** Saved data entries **

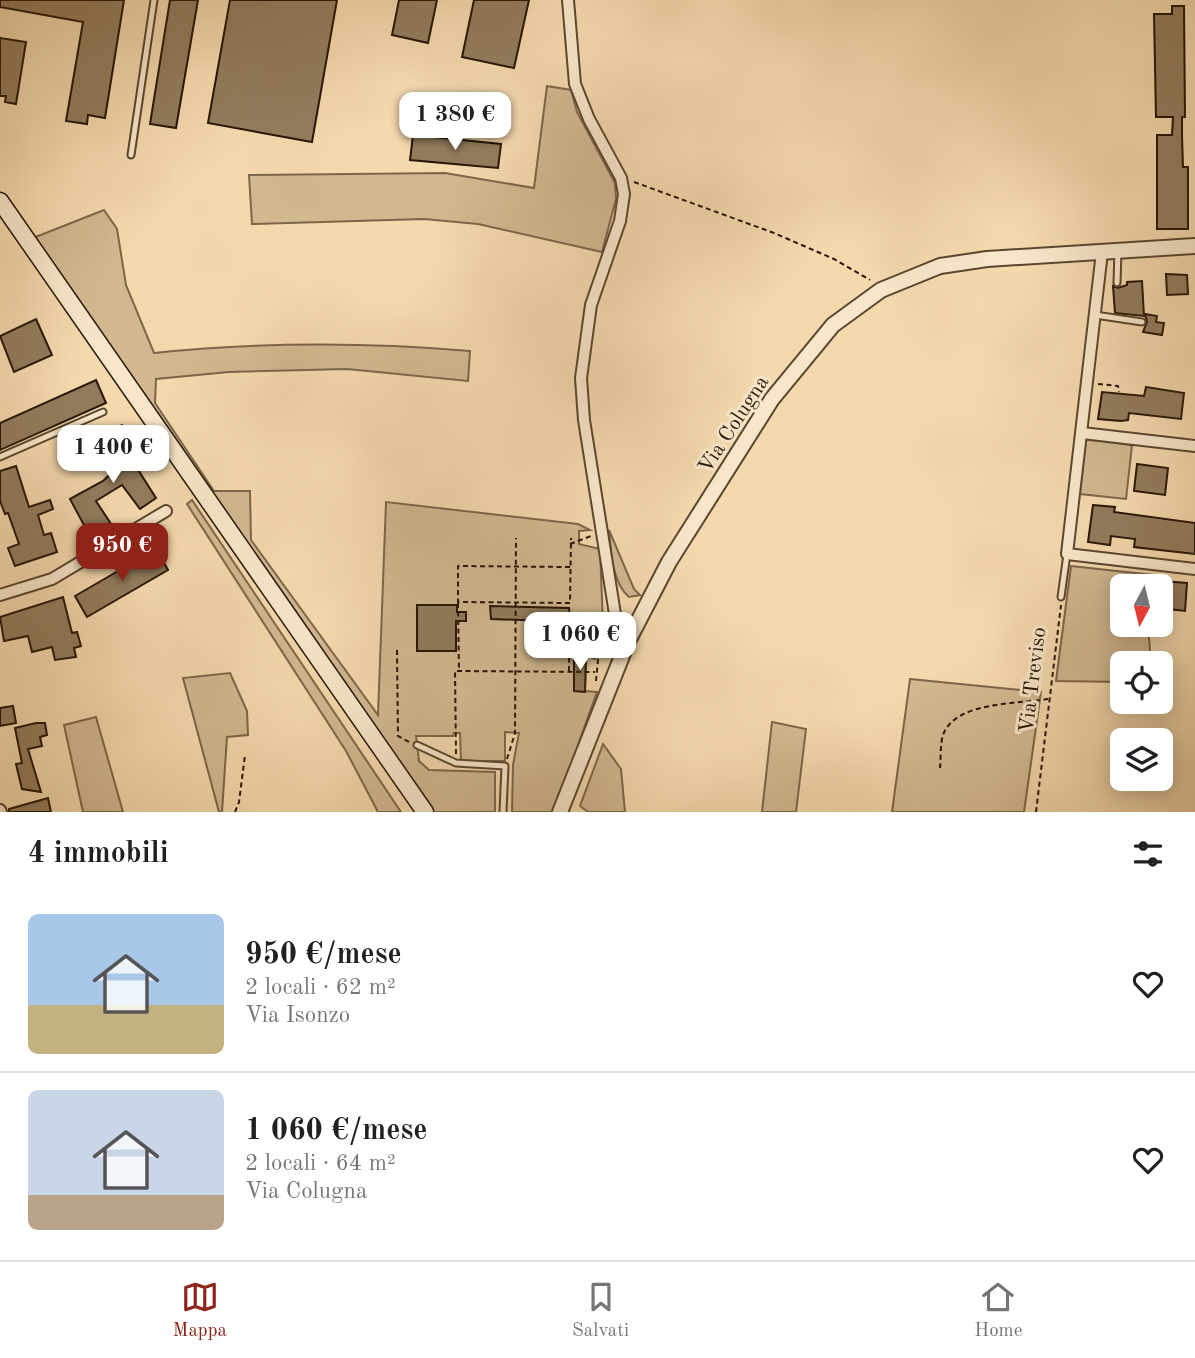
<!DOCTYPE html>
<html lang="it">
<meta charset="utf-8">
<style>
:root{--surface:#fff;--page:#f6f6f6;--text:#202124;--muted:#757577;--line:#e0e0e0;--accent:#8f2418}
body{margin:0;font-family:"Old Standard TT",serif;background:var(--page);color:var(--text);height:100vh;display:flex;flex-direction:column;font-size:26px;white-space:nowrap}
*{box-sizing:border-box;margin:0}
p{font-size:23px;color:var(--muted)}
.icon{flex:none;width:38px;height:38px;fill:none;stroke:currentColor;stroke-width:2;stroke-linecap:round;stroke-linejoin:round}
.map{position:relative;height:812px;overflow:hidden}
.drawer{display:flex;flex-direction:column;background:var(--surface);flex:1}
.drawer>*{flex:none}
.needle{width:46px;rotate:187deg}
.tools{position:absolute;left:1110px;top:574px;display:grid;gap:14px}
.tools a{display:grid;place-items:center;width:63px;height:63px;border-radius:10px;background:var(--surface);box-shadow:0 4px 18px #0003;font-size:35px}
.price{position:absolute;translate:-50% -60px;padding:0 16px;border-radius:14px;background:#fff;color:#222;font-size:23px;line-height:46px;filter:drop-shadow(0 2px 4px #0008)}
.price::after{content:'';position:absolute;left:50%;top:42px;width:21px;height:16px;margin-left:-10px;background:inherit;clip-path:polygon(0 0,100% 0,50% 100%)}
.price.active{background:var(--accent);color:#fff}
ul{padding:0;list-style:none}
li{display:flex;align-items:center;gap:21px;height:175px;padding:0 28px}
li+li{border-top:2px solid var(--line)}
li span{display:grid;place-items:center;flex:none;width:196px;height:140px;border-radius:10px;color:#555}
li>.icon{margin-inline-start:auto}
span .icon{width:84px;height:84px;fill:#fffc;stroke-width:1}
li b{font-size:30px}
h2{display:flex;justify-content:space-between;align-items:center;height:84px;padding:0 28px;font-size:30px}
.tabs{display:flex;justify-content:space-around;align-items:center;height:98px;border-top:2px solid var(--line);background:var(--surface);font-size:19px;color:var(--muted)}
.tabs a{display:grid;justify-items:center;gap:4px}
.tabs .active{color:var(--accent)}
.map>svg:first-child{display:block}
</style>
<div class="map">
<svg width="1195" height="812" viewBox="0 0 1195 812">
<rect width="100%" height="100%" fill="#f4d9ad"/>
<filter id="stains"><feTurbulence type="fractalNoise" baseFrequency=".00286" numOctaves="4"/><feColorMatrix values="0 0 0 0 .2 0 0 0 0 .09 0 0 0 0 .02 0 0 0 .5 -.17"/></filter>
<radialGradient id="worn" r=".72"><stop offset=".6" stop-color="#630" stop-opacity="0"/><stop offset="1" stop-color="#630" stop-opacity=".3"/></radialGradient>
<!-- green -->
<g fill="#d1b890" stroke="#7c664a" stroke-width="2">
<path d="M547 86 571 90 577 112 615 183 616 199 602 252 478 224 424 219 252 224 249 175 445 173 534 188Z"/>
<path d="M104 210 117 229 126 285 154 353C260 342 364 342 470 351L468 381 347 369 229 372 156 379 155 403 214 491H250L251 540 378 715 386 502 578 524 590 530 579 531V544L600 549 604 650 595 659 586 655 585 691 597 692 554 812H512L513 765 519 733 505 732V761H461L460 733H454L453 736H416L419 761 429 770 495 772V812H430L33 238Z"/>
<path d="M1086 439 1132 445 1126 499 1080 494Z"/>
<path d="M192 500 401 812H378L346 751 187 504Z"/>
<path d="M609 530 634 589 640 595 629 597C612 583 611 551 609 530Z"/>
<path d="M1071 566 1153 575 1152 586H1122V625H1148L1151 663H1122V682L1056 681Z"/>
<path d="M230 673 247 711 248 735 227 737 222 812H219L183 678Z"/>
<path d="M910 679 1041 692 1024 812H892Z"/>
<path d="M96 717 123 812H83L64 725Z"/>
<path d="M772 722 806 729 796 812H762Z"/>
<path d="M603 744 621 769 625 812H588L580 806Z"/>
</g>
<!-- building -->
<g fill="#927b5c" stroke="#271505" stroke-width="2">
<path d="M0 0H124L105 118 88 115 87 124 66 121 83 22 0 7Z"/>
<path d="M170 0H198L176 128 150 124Z"/>
<path d="M230 0H337L312 142 208 123Z"/>
<path d="M399 0H437L428 43 392 35Z"/>
<path d="M474 0H529L514 68 462 57Z"/>
<path d="M1172 6H1184L1185 117H1182V135L1183 167H1188V229H1157V135H1172L1173 117H1156L1154 14H1172Z"/>
<path d="M0 38 26 42 16 104 5 102 6 96H0Z"/>
<path d="M413 135 501 144 498 168 410 160Z"/>
<path d="M1166 274 1187 275 1188 294 1167 295Z"/>
<path d="M1142 281 1144 316 1115 313 1113 286 1118 288 1127 285V282Z"/>
<path d="M1145 314 1157 316 1156 322 1164 323 1162 335 1143 332 1147 322Z"/>
<path d="M36 319 52 355 14 372 0 336Z"/>
<path d="M96 380 106 403 0 450V423Z"/>
<path d="M1146 387 1184 393 1181 419 1129 413 1128 420 1121 421 1098 419 1102 392 1144 396Z"/>
<path d="M122 425 137 453 130 457 156 498 140 509 122 485 96 501 113 527 92 540 70 499 103 481 119 466 101 436Z"/>
<path d="M1137 464 1168 468 1165 495 1134 491Z"/>
<path d="M16 466 29 507 50 500 53 509 38 515 44 535 51 533 57 552 15 566 8 548 19 544 8 513 5 514 0 501V471Z"/>
<path d="M1093 505 1115 507 1114 512 1195 523V554L1134 547 1135 539 1111 536 1110 545 1088 542Z"/>
<path d="M156 549 168 570 87 617 75 596Z"/>
<path d="M1162 581 1187 583 1185 611 1160 608Z"/>
<path d="M63 597 72 633 77 632 81 646 74 648 76 657 55 660 52 647 32 652 28 636 4 641 0 617Z"/>
<path d="M417 605H457V612H466V621H456V651H417Z"/>
<path d="M490 606 569 608 570 618H547L546 621 491 619Z"/>
<path d="M574 654H586L585 692 574 691Z"/>
<path d="M13 706 16 723 0 726V708Z"/>
<path d="M36 723H45L47 735 40 737 42 746 28 749 41 792 22 789 16 764 22 763 15 728Z"/>
<path d="M48 798 51 812H9V809Z"/>
</g>
<g fill="none" stroke-linecap="round" stroke-linejoin="round">
<!-- service casing -->
<g stroke="#5a462f" stroke-width="9">
<g id="service">
<path d="M131 155 154 0"/>
<path d="M1117 283 1118 251"/>
<path d="M1095 315 1142 322"/>
<path d="M0 457 103 412"/>
<path d="M1061 597 1067 554"/>
<path d="M417 745 456 763 505 766 503 812"/>
</g>
</g>
<!-- minor casing -->
<g stroke="#5a462f" stroke-width="14">
<g id="minor">
<path d="M568 0 575 84 589 119 621 178 624 194 620 221 591 305 581 378 584 420 615 614 628 641"/>
<path d="M1102 252 1067 554 1195 569"/>
<path d="M1082 433 1195 446"/>
<path d="M0 595 52 579 166 511"/>
<path d="M0 810 1 812"/>
</g>
</g>
<!-- tertiary casing -->
<g stroke="#5a462f" stroke-width="18">
<path id="tertiary" d="M560 812 628 641 669 562 772 399 833 325 881 290 940 266 987 259 1195 246"/>
</g>
<!-- secondary casing -->
<g stroke="#271505" stroke-width="19">
<path id="secondary" d="M0 201 425 812"/>
</g>
<!-- path -->
<g stroke="#271505" stroke-width="2" stroke-dasharray="5 3.5" stroke-linecap="butt">
<path d="M634 182 774 233 834 259 870 280"/>
<path d="M1098 384 1118 386 1119 392"/>
<path d="M570 544 591 536"/>
<path d="M570 567 458 566V602L570 603 571 538"/>
<path d="M458 603 459 671"/>
<path d="M397 650 398 736 409 742"/>
<path d="M569 671V624"/>
<path d="M596 681 598 660 611 648"/>
<path d="M456 754 455 671 595 672"/>
<path d="M507 759 515 733 516 538"/>
<path d="M940 768C941 758 940 745 943 735 955 701 1019 704 1048 699"/>
<path d="M235 812 239 802 245 755"/>
<path d="M1036 812 1061 605"/>
</g>
<!-- service -->
<use href="#service" stroke="#f8e6ca" stroke-width="5"/>
<!-- minor -->
<use href="#minor" stroke="#f8e6ca" stroke-width="10"/>
<!-- tertiary -->
<use href="#tertiary" stroke="#f8e6ca" stroke-width="14"/>
<!-- secondary -->
<use href="#secondary" stroke="#f8e6ca" stroke-width="16"/>
</g>
<g text-anchor="middle" stroke-width="6" stroke-linejoin="round" paint-order="stroke">
<!-- street labels -->
<g font-size="21" fill="#271505" stroke="#f8e6ca">
<text transform="translate(733 424) rotate(-57)" y="7">Via Colugna</text>
<text transform="translate(1032 680) rotate(-83)" y="7">Via Treviso</text>
</g>
</g>
<rect width="100%" height="100%" filter="url(#stains)"/>
<rect width="100%" height="100%" fill="url(#worn)"/>
</svg>
<div class="tools">
<a><svg class="needle" viewBox="-14 -14 28 28"><path d="M0-13l5 13h-10z" fill="#e53935"/><path d="M0 13l5-13h-10z" fill="#757577"/></svg></a>
<a><svg class="icon" aria-label="locate" viewBox="0 0 24 24"><circle cx="12" cy="12" r="6"/><path d="M12 2v4M12 18v4M2 12h4M18 12h4"/></svg></a>
<a><svg class="icon" aria-label="layers" viewBox="0 0 24 24"><path d="M12 4l9 5-9 5-9-5zM3 14l9 5 9-5"/></svg></a>
</div>
<b class="price" style="left:455px;top:152px">1 380 €</b>
<b class="price" style="left:113px;top:485px">1 400 €</b>
<b class="price active" style="left:122px;top:583px">950 €</b>
<b class="price" style="left:580px;top:672px">1 060 €</b>
</div>
<section class="drawer">
<h2>4 immobili<svg class="icon" aria-label="filters" viewBox="0 0 24 24"><path d="M4 7h16M4 17h16"/><circle cx="9" cy="7" r="2"/><circle cx="15" cy="17" r="2"/></svg></h2>
<ul>
<li><span style="background:linear-gradient(#a9c7e8 65%,#c2b280 0)"><svg class="icon" aria-label="home" viewBox="0 0 24 24"><path d="M3 11l9-7 9 7M6 9v11h12V9"/></svg></span><div><b>950 €/mese</b><p>2 locali · 62 m²</p><p>Via Isonzo</p></div><svg class="icon" aria-label="heart" viewBox="0 0 24 24"><path d="M12 20l-8-8c-3-5 5-10 8-4 3-6 11-1 8 4z"/></svg></li>
<li><span style="background:linear-gradient(#c9d6e8 75%,#b9a48a 0)"><svg class="icon" aria-label="home" viewBox="0 0 24 24"><path d="M3 11l9-7 9 7M6 9v11h12V9"/></svg></span><div><b>1 060 €/mese</b><p>2 locali · 64 m²</p><p>Via Colugna</p></div><svg class="icon" aria-label="heart" viewBox="0 0 24 24"><path d="M12 20l-8-8c-3-5 5-10 8-4 3-6 11-1 8 4z"/></svg></li>
</ul>
</section>
<nav class="tabs">
<a class="active"><svg class="icon" aria-label="map" viewBox="0 0 24 24"><path d="M3 6l6-2 6 2 6-2v14l-6 2-6-2-6 2zM9 4v14M15 6v14"/></svg>Mappa</a>
<a><svg class="icon" aria-label="saved" viewBox="0 0 24 24"><path d="M7 4h10v16l-5-4-5 4z"/></svg>Salvati</a>
<a><svg class="icon" aria-label="home" viewBox="0 0 24 24"><path d="M3 11l9-7 9 7M6 9v11h12V9"/></svg>Home</a>
</nav>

** EXERCISE GOAL **
A complete answer lists each line of the data that holds the word "page".

** ANSWER FOR THIS EXERCISE **
:root{--surface:#fff;--page:#f6f6f6;--text:#202124;--muted:#757577;--line:#e0e0e0;--accent:#8f2418}
body{margin:0;font-family:"Old Standard TT",serif;background:var(--page);color:var(--text);height:100vh;display:flex;flex-direction:column;font-size:26px;white-space:nowrap}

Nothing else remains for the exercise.